I was already emotional at seeing my friend home, so I tried to shift my thoughts from his mortality and tried to remember what my life was like at 18 or 19 years old. I tried to think of how my brain worked and how I processed information. I had to admit that the scene I was witnessing was none-too-different from the life I had lived at that age. We shared common thoughts like....."The serious part of life is way out in the future, we're having fun now." Or, "That can't happen to me or to my friends. " Or the best one, "I'm invincible!" Another thing I had to admit was that even though those ideas and thoughts were what I was feeling at that age, I wasn't thinking about them very often. Even though they were my opinions, I never on purpose thought them. I can't even remember if they entered into my conscious thought stream at 18 or 19. I doubt any of those people around that bonfire were thinking about them either. It wasn't that they couldn't face reality, they just weren't taking the time to focus on it. Those things weren't issues to deal with or debate, they were just simple facts. And goodness knows, if someone had tried to sit me down and drill them into my head at that age, I probably would have zoned out and fluffed off what was being said.

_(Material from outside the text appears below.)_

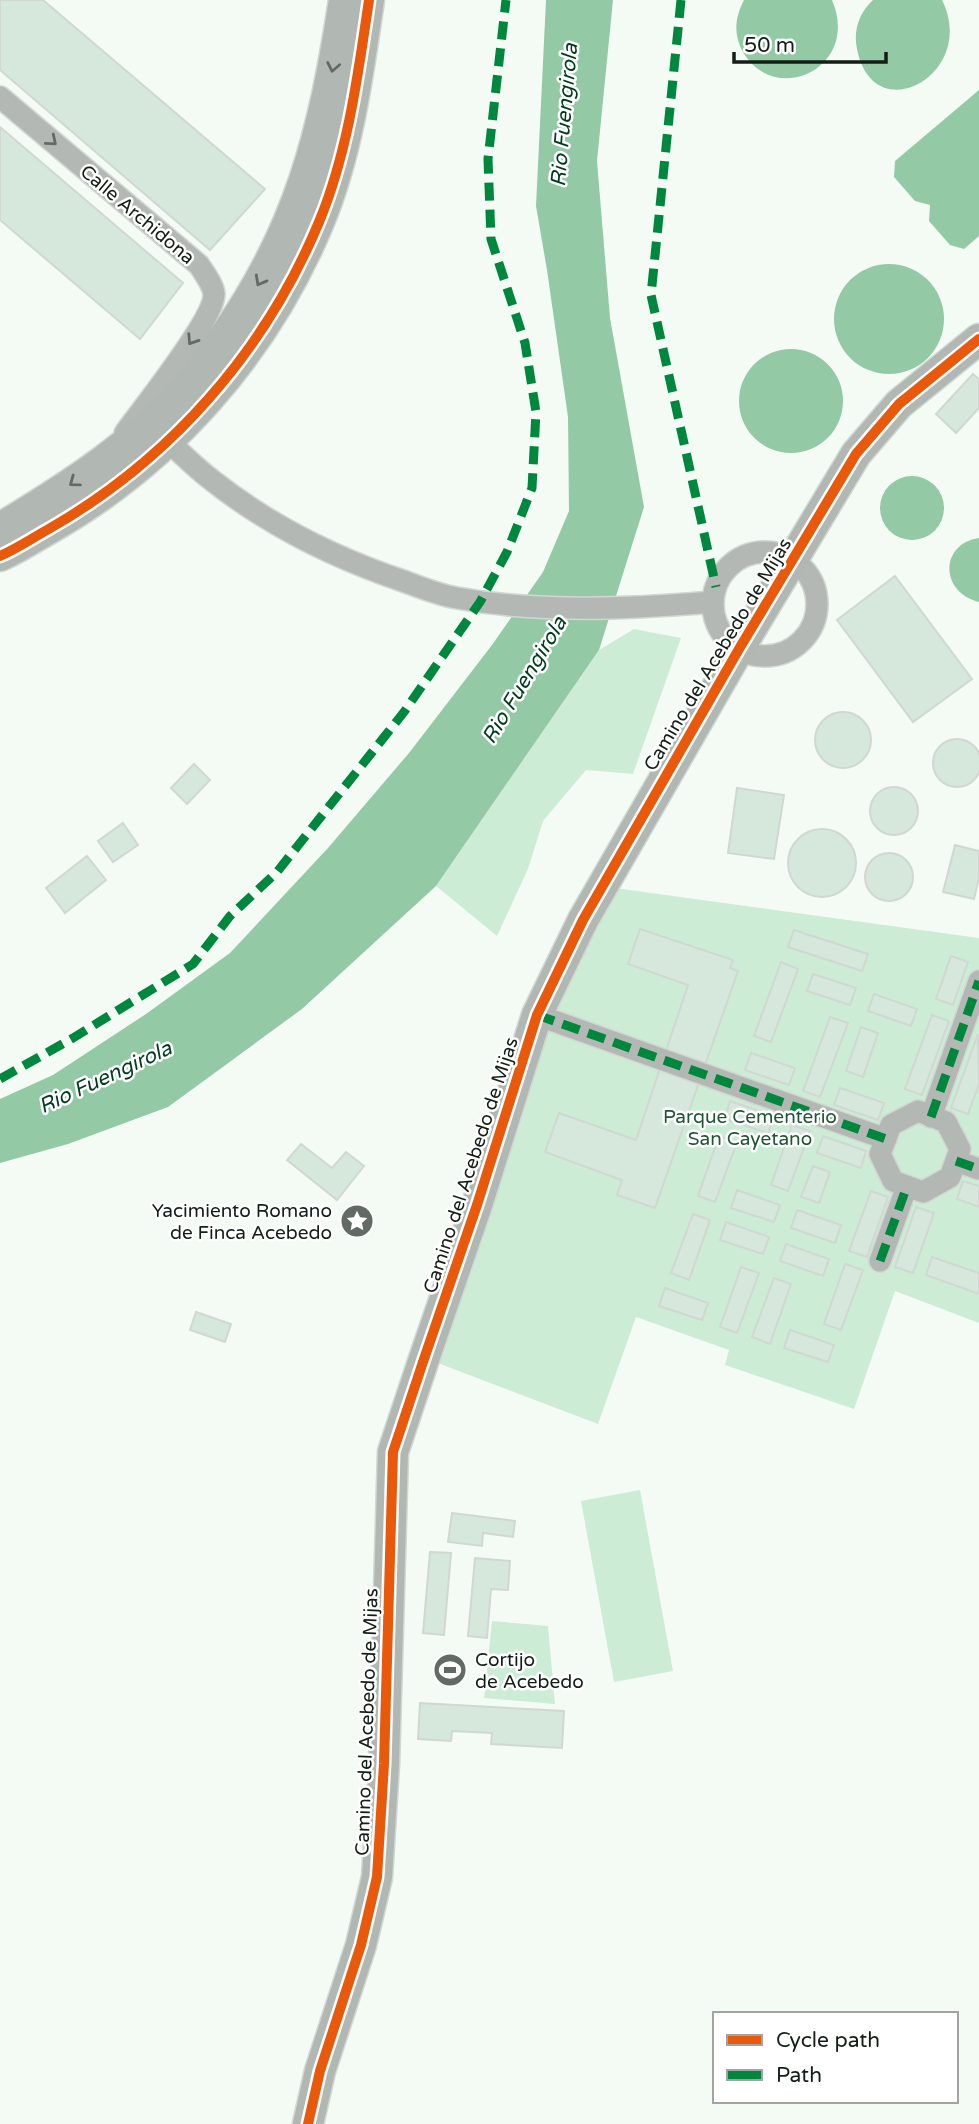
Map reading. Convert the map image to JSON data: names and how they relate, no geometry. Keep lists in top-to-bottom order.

Were feelings like that wrong? Were these young adults acting wrong? Should I have been enjoying the night and the friendships represented there, and not thinking such morbid and depressing thoughts? Or were those around the fire last night ignoring the facts of life in front of them and not taking the time to tell Evan how much they loved him? Life comes at all of us at different times and in different ways. We grow and learn and feel differently at each different stage of our life. How we deal with those things is our own business and no one else's fault. What if Evan went away and was killed on his first mission? If I had sat down his friends and forced them to listen to what I had to say would it make their grieving easier? NO. And if I hadn't said a word and it got out that I was thinking they should care a little more while they could, would they have resented me for not making them love him more while they could? I doubt it. Life is just life and you deal with it as it shows up.

I want so much for those young friends of mine, and it makes me crazy. I want them to know everything I know and not make the same mistakes I did. But I know I wouldn't have learned from those same mistakes if I hadn't experienced them firsthand. Those young friends of mine are going to get hurt and beat up, but the scars will be theirs. I would never take that away from them.


Anonymous Anonymous said...

Sam, man you are right on, but I am one of those old people that had similar emotions when Evan came walking in my office in his uniform ; he looked so proud, and so young, and my mind was whirling with thoughts of profound things I should say to him, and then, I thought well, he will be here for several more days, I will make sure I talk to him before he leaves. Will I take the time to do that? I pray that I don't let that moment pass. Sam I respect you and Laura so much for being so involved in these kid's live, they love you, and your outlook on them is a blessing as a parent of one , (well many of them, Kyle,Brad, Andrew and Evan seem like my kids too)...Well keep thinking, and praying and being there for these kids.